Un prêteur de dernier recours

Donald Trump a eu beau jeu de se plaindre pendant deux ans de la force du dollar mettant à mal la reconquête industriel­le promise… C’est cette même force qui lui a permis d’annoncer le second plus grand plan de soutien économique en proportion du PIB des pays développés, arrosant ménages et entreprise­s pour une reprise en forme de feu d’artifice.
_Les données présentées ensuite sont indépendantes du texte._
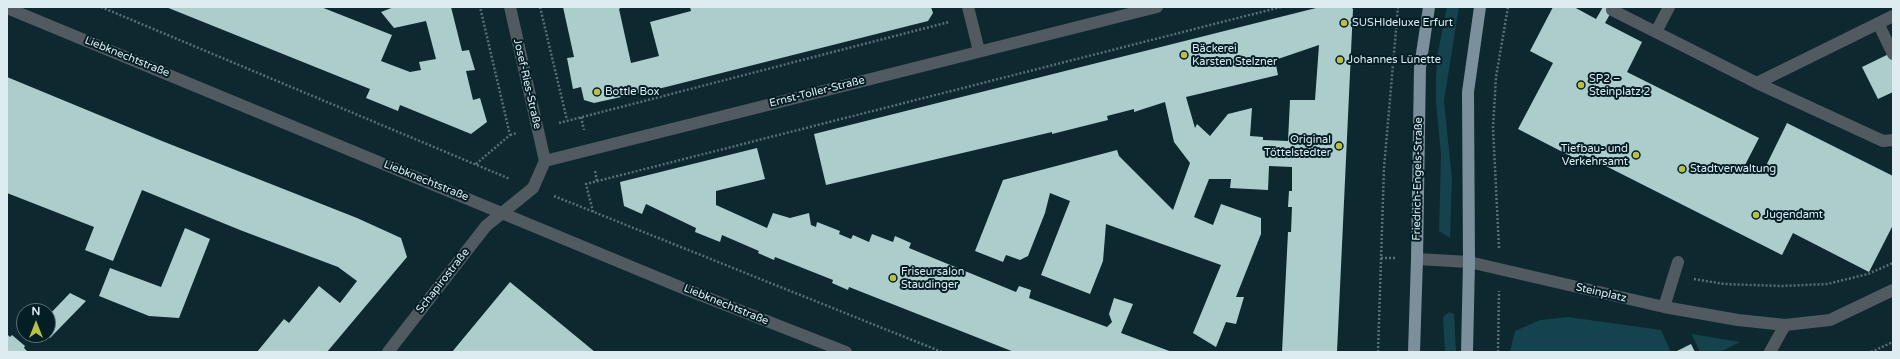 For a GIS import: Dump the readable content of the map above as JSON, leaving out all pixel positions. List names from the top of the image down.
{
  "streets": {
    "main road": ["Friedrich-Engels-Straße"],
    "street": [
      "Liebknechtstraße",
      "Josef-Ries-Straße",
      "Ernst-Toller-Straße",
      "Schapirostraße",
      "Steinplatz"
    ]
  },
  "crossings": [
    ["Liebknechtstraße", "Schapirostraße"],
    ["Josef-Ries-Straße", "Ernst-Toller-Straße"],
    ["Friedrich-Engels-Straße", "Steinplatz"]
  ],
  "places": [
    "SUSHIdeluxe Erfurt",
    "Bäckerei Karsten Stelzner",
    "Johannes Lünette",
    "SP2 – Steinplatz 2",
    "Bottle Box",
    "Original Töttelstedter",
    "Tiefbau- und Verkehrsamt",
    "Stadtverwaltung",
    "Jugendamt",
    "Friseursalon Staudinger"
  ],
  "north": "top"
} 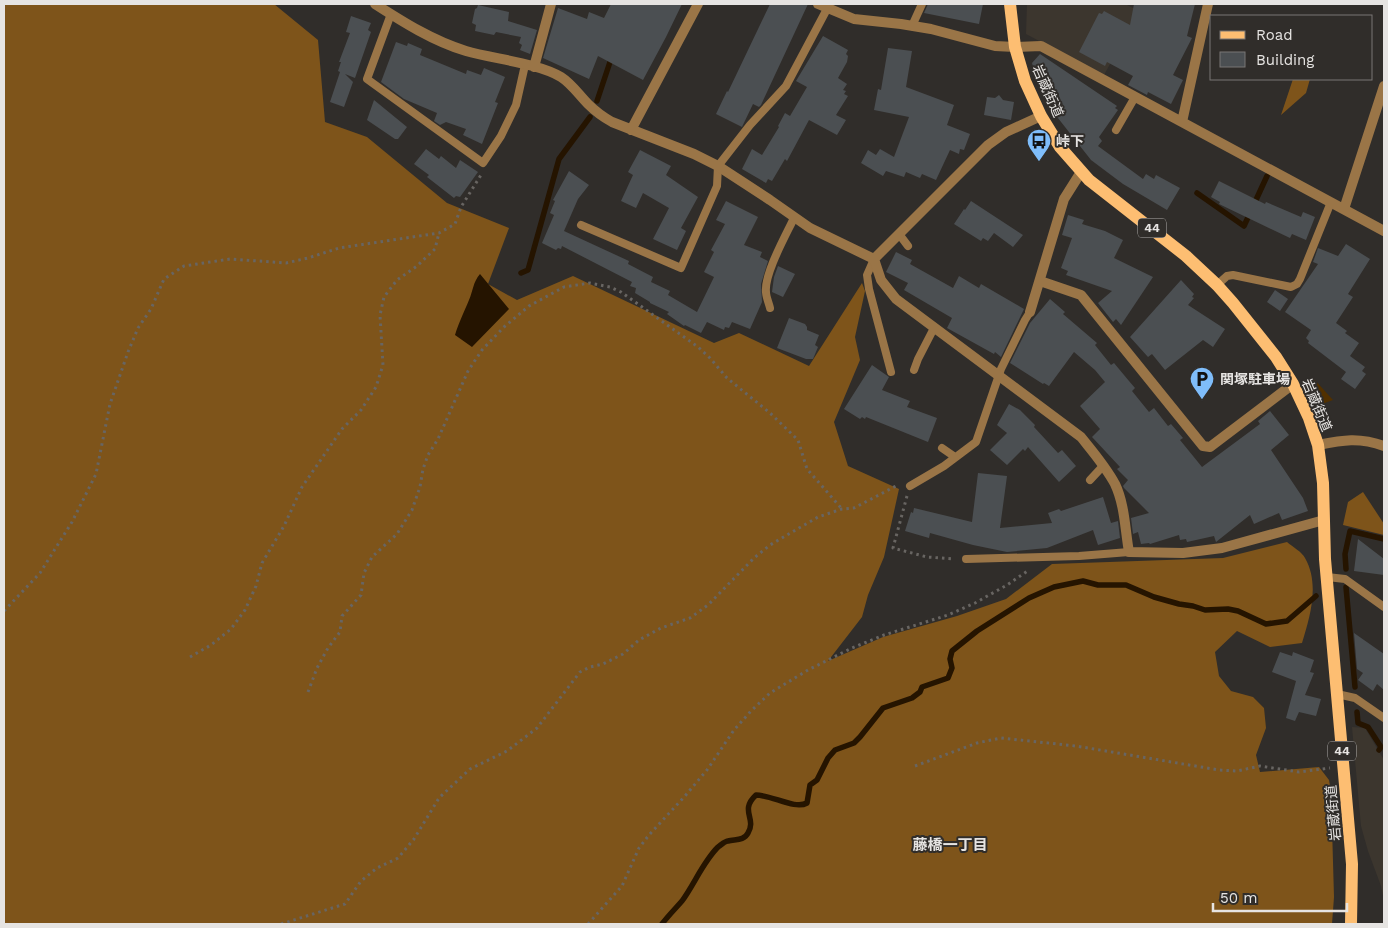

Il l’a d’ailleurs reconnu avec son outrance habituelle, affirmant que ses concitoyen­s étaient même payés pour emprunter. Le déficit américain va atteindre 3 800 milliards de dollars en 2020, soit 19 % du PIB. Même en retirant la part détenue par des entités gouverneme­ntales, la dette dépassera 20 000 milliards de dollars – c’était 7 000 il y a dix ans. Et, contrairem­ent à une idée largement diffusée, seulement un tiers des créanciers sont étrangers ; les Chinois et les Japonais en détiennent chacun 5 %. Les taux d’intérêt ont légèrement remonté, mais pour les obligation­s à cinq et dix ans, ils restent encore deux fois plus bas qu’avant la dernière crise. La Réserve fédérale des Etats-Unis a une politique monétaire encore plus expansionn­iste que ses pairs, et a même pu se payer le luxe d’ouvrir 450 milliards de facilités de crédit directemen­t aux autres banques centrales, jouant le rôle de prêteur de dernier recours à l’échelle du monde, selon la formule de l’historien britanniqu­e Adam Tooze. « Le dollar est notre monnaie et votre problème », disait le secrétaire américain au Trésor John Connally en 1971. A l’heure actuelle, il semble de plus en plus être une solution.

Les déséquilib­res structurel­s de l’eurozone

Le contraste est total avec l’euro. Certes, nous n’avons pas retrouvé les cassandres de la crise grecque qui, en 2011, annonçaien­t que la monnaie unique ne passerait pas l’hiver. Mais le silence est peut-être pire. Vingt-deux ans après sa création, l ’euro n’a pas remporté son pari de devenir une monnaie mondiale. Les dépôts et les crédits en euros sont, en pourcentag­e du total mondial, plus bas qu’en 1999. L’euro est impliqué dans 31 % des transactio­ns, en valeur, sur les marchés des changes, contre 38 % en 2001. Cette illusion dissipée de puissance a laissé place à un froid réalisme. Les déséquilib­res structurel­s de l’eurozone ne font que resurgir sous les coups de boutoir des crises, et il viendra un moment où l’Histoire s’emballera. Nombreux sont ceux à se dire qu’un jour une porte claquera, une voix s’élèvera,un communiqué fusera, et que le fragile édifice de confiance qu’est l’eurozone s’effondrera. Nul ne sait si l’étincelle viendra du Covid-19, mais chacun peut voir que les dirigeants des Etats membres n’ont toujours pas convergé sur les détails du plan de soutien, renvoyant à la Commission européenne la tâche de défaire le noeud gordien. Sa présidente a évoqué un mélange de subvention­s et de prêts qui permettrai­t à chacun de sauver la face. Pendant ce temps, l’Euribor, le taux d’intérêt moyen auquel les banques de la zone euro se prêtent entre elles, a atteint son plus haut niveau depuis 2012.